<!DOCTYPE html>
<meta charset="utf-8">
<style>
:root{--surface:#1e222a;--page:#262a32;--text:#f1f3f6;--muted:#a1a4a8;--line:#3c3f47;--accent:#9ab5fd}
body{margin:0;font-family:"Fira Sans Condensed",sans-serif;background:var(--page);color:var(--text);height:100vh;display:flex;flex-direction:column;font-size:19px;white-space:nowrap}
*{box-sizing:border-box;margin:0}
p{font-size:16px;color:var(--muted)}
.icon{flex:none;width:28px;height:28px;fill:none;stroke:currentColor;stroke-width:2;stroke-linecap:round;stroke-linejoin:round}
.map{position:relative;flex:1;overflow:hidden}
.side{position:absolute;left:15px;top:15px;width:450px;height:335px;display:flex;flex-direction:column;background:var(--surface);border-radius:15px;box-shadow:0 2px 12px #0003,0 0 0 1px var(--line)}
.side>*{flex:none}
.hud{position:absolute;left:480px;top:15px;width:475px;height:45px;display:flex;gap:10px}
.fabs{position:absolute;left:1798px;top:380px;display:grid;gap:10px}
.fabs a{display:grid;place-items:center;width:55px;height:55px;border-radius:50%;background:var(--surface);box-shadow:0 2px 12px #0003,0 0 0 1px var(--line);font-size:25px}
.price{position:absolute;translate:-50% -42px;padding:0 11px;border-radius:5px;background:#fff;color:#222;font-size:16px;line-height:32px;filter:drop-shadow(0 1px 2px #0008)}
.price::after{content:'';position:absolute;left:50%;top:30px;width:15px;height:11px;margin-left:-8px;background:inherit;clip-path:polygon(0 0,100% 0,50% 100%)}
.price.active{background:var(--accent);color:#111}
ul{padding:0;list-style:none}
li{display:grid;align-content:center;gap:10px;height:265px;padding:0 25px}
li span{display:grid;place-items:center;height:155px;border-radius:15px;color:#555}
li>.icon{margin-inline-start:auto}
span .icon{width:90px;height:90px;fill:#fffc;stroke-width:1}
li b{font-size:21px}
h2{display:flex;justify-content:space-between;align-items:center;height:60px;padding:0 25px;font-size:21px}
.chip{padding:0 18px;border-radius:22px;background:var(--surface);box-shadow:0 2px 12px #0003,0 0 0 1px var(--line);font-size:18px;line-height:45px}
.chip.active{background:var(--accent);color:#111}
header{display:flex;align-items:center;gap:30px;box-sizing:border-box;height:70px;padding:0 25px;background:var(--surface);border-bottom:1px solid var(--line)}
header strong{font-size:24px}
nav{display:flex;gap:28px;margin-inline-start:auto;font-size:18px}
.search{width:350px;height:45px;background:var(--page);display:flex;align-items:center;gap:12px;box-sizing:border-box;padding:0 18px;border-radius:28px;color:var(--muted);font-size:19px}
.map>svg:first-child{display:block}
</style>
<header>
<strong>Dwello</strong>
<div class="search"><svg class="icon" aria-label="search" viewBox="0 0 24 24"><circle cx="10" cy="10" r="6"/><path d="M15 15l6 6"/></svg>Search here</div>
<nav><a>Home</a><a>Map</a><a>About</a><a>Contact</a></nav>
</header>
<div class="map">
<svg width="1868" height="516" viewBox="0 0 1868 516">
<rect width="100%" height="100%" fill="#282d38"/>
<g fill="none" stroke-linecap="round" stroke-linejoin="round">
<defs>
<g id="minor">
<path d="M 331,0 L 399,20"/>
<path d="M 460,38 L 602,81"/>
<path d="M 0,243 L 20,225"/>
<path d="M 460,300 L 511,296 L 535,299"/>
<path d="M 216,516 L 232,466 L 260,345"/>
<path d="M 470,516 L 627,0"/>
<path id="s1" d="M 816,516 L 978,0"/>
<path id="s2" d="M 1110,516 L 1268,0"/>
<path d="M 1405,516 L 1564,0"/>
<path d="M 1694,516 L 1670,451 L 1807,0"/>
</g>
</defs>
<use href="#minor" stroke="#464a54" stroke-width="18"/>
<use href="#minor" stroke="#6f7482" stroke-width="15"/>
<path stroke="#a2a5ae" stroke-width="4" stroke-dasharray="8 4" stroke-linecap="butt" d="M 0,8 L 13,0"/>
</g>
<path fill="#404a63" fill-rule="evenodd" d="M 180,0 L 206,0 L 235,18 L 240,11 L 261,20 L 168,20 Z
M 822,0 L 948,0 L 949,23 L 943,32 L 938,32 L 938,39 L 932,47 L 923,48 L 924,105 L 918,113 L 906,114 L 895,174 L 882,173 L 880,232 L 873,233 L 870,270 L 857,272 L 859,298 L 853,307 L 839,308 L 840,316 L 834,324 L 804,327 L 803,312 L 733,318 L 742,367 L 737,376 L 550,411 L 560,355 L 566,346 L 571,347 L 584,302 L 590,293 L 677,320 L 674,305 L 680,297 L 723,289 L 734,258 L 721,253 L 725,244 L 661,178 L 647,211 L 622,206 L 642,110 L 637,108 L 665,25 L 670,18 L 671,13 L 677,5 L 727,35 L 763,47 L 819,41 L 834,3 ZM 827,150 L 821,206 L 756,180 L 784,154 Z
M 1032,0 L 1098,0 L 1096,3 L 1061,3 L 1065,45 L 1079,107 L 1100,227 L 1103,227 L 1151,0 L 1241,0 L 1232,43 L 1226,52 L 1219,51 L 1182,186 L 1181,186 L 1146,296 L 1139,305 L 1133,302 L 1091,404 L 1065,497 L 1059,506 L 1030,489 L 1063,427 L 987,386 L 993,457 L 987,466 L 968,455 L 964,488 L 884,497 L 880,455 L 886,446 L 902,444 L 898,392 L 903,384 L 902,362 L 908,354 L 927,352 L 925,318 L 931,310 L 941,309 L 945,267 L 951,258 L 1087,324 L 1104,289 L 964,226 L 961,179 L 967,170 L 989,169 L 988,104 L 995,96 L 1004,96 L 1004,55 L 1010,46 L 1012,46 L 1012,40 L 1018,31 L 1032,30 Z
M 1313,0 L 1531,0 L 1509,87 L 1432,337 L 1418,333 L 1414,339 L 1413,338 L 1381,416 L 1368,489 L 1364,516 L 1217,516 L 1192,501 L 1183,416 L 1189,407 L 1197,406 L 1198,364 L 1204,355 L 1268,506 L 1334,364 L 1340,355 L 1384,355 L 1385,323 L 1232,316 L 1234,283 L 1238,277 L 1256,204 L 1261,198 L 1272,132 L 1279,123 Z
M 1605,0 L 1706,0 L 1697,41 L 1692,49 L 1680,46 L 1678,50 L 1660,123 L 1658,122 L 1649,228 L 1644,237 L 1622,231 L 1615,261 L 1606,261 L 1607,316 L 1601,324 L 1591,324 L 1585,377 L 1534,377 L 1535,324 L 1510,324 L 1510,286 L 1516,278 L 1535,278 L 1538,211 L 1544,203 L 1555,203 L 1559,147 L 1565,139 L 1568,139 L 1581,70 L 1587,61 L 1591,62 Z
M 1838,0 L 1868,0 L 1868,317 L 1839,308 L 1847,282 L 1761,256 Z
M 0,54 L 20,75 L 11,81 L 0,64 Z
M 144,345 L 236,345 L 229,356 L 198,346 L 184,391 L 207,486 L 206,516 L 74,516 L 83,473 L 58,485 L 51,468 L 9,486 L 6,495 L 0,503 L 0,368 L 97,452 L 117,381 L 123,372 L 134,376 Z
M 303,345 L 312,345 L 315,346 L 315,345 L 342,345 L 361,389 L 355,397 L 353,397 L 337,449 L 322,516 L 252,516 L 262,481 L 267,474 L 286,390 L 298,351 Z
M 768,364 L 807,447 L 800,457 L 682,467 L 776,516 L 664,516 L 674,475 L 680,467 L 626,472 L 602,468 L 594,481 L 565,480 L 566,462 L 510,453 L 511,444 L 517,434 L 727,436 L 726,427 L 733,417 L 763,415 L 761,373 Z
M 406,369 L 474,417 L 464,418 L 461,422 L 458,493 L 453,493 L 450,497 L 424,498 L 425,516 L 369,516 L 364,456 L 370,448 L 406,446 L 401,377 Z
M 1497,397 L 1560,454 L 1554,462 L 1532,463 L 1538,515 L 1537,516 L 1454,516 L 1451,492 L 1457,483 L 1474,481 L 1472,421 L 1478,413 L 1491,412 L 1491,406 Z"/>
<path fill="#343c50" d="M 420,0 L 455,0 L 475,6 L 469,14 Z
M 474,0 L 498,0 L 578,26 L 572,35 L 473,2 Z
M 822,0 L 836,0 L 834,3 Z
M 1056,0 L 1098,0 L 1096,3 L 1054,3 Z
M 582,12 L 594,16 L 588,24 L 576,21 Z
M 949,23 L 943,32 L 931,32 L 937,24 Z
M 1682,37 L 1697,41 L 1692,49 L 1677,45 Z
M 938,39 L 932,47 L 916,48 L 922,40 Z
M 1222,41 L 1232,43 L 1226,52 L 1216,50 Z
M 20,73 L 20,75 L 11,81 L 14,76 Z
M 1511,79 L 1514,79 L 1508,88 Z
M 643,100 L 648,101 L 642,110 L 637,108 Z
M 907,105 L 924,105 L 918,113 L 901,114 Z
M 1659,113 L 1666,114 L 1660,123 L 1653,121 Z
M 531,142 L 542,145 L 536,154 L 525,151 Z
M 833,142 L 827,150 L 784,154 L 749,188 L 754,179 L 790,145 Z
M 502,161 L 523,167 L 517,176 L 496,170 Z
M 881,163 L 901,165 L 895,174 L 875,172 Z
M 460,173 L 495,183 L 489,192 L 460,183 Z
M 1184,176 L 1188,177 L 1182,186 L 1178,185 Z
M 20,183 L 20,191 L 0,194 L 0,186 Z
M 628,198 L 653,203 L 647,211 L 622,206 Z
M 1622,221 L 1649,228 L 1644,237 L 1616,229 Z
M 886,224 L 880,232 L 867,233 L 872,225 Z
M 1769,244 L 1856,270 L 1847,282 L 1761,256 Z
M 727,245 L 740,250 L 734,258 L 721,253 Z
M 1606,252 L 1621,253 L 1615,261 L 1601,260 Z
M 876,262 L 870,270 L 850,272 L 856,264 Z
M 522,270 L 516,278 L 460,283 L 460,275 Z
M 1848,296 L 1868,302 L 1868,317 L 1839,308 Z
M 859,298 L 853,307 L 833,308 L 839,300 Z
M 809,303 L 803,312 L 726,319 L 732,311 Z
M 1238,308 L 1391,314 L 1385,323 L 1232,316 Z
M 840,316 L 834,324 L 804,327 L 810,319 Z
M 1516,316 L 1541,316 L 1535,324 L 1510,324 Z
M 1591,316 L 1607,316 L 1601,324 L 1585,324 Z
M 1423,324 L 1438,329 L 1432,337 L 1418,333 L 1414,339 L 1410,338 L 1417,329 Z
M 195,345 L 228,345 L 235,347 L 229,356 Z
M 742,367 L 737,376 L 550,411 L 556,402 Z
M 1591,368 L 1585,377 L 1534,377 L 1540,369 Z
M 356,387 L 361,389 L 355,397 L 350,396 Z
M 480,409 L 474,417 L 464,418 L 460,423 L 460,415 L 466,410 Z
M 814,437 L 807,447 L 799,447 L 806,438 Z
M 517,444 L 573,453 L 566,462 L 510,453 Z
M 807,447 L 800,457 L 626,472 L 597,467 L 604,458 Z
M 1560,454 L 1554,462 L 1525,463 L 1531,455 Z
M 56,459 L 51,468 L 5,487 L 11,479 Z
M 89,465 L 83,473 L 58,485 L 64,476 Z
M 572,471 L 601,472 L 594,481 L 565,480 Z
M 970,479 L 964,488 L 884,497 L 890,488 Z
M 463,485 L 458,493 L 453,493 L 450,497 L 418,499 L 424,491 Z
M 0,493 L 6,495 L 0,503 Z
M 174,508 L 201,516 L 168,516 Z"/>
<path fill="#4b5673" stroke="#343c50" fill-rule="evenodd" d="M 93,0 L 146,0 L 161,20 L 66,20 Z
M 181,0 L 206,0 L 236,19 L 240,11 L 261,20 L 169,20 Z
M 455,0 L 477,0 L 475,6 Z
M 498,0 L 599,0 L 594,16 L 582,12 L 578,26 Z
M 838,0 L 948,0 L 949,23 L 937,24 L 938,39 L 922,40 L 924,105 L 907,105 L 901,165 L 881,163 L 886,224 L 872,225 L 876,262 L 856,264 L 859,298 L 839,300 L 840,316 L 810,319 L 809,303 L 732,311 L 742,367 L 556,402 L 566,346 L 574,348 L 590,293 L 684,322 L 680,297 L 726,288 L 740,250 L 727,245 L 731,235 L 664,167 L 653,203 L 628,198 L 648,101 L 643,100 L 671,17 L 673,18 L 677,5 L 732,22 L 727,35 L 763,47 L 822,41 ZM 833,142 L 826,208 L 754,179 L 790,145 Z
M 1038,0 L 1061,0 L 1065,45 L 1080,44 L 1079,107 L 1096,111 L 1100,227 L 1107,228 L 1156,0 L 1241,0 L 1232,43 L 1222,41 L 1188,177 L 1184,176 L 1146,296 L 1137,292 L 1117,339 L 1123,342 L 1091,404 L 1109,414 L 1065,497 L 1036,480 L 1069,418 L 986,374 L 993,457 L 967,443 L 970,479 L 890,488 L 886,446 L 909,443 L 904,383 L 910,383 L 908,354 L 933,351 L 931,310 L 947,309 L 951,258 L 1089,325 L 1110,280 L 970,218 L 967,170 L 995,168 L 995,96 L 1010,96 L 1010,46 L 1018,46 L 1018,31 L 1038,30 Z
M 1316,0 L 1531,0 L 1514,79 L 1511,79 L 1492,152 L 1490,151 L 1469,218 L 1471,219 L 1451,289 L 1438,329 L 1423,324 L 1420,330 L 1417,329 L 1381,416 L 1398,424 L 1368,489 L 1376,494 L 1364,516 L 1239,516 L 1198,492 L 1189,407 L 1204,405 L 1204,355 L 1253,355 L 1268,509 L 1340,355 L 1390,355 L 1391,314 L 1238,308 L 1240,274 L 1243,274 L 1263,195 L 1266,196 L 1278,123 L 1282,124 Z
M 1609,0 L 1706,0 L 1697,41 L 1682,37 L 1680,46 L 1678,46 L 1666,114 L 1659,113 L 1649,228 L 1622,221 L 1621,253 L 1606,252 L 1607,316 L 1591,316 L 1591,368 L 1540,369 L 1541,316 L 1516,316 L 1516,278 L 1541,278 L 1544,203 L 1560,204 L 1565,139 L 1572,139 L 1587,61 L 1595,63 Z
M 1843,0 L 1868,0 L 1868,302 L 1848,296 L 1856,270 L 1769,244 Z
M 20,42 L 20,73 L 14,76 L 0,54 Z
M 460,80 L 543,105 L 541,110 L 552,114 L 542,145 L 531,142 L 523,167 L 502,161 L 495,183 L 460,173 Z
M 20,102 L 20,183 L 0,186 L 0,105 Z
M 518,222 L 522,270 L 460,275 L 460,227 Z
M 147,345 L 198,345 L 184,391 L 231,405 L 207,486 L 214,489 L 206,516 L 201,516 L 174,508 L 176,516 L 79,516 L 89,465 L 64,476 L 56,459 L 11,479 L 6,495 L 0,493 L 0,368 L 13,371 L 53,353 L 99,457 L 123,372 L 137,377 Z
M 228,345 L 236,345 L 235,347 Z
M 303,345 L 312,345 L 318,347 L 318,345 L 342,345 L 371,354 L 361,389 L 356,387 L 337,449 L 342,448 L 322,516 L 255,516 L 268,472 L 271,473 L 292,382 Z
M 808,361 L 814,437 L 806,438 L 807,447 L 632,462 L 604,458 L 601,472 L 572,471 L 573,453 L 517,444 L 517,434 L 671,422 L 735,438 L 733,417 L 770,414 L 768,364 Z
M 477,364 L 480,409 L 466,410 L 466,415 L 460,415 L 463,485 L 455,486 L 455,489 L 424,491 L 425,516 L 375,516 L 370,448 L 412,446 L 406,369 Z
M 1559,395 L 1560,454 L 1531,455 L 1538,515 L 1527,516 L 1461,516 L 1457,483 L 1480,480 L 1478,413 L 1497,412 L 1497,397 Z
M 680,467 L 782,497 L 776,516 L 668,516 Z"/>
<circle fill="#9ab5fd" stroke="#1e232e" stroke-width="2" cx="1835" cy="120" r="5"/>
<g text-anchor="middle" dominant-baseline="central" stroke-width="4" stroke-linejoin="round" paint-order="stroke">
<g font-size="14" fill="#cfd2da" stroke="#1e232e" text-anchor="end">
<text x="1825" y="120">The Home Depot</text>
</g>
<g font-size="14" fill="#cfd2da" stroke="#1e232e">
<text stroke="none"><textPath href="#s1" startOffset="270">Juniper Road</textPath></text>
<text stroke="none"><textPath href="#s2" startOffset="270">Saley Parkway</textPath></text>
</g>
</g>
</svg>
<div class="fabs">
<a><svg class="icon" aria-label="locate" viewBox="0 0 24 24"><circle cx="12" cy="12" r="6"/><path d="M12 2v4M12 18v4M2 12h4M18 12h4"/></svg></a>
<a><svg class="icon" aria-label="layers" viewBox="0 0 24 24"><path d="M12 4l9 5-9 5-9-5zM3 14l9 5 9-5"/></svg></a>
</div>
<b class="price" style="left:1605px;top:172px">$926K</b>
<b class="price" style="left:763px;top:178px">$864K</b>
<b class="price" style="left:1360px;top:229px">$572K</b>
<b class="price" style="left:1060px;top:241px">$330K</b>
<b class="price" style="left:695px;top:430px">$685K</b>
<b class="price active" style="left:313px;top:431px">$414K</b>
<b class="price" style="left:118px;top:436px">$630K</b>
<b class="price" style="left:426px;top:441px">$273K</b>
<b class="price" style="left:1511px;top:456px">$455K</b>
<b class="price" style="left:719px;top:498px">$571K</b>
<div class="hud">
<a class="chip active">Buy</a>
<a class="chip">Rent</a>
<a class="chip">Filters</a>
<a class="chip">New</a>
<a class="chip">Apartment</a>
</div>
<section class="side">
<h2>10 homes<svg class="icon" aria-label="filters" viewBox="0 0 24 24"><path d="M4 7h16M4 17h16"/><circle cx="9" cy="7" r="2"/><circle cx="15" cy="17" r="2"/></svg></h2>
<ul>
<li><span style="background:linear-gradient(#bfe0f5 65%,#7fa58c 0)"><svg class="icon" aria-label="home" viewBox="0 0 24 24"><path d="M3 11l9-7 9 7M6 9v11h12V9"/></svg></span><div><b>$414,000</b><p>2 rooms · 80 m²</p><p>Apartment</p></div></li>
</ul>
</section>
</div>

_ _ _

- [What the task requires]:
The answer must be every line from the records above that contains "anchor".

- [Result of the task]:
<g text-anchor="middle" dominant-baseline="central" stroke-width="4" stroke-linejoin="round" paint-order="stroke">
<g font-size="14" fill="#cfd2da" stroke="#1e232e" text-anchor="end">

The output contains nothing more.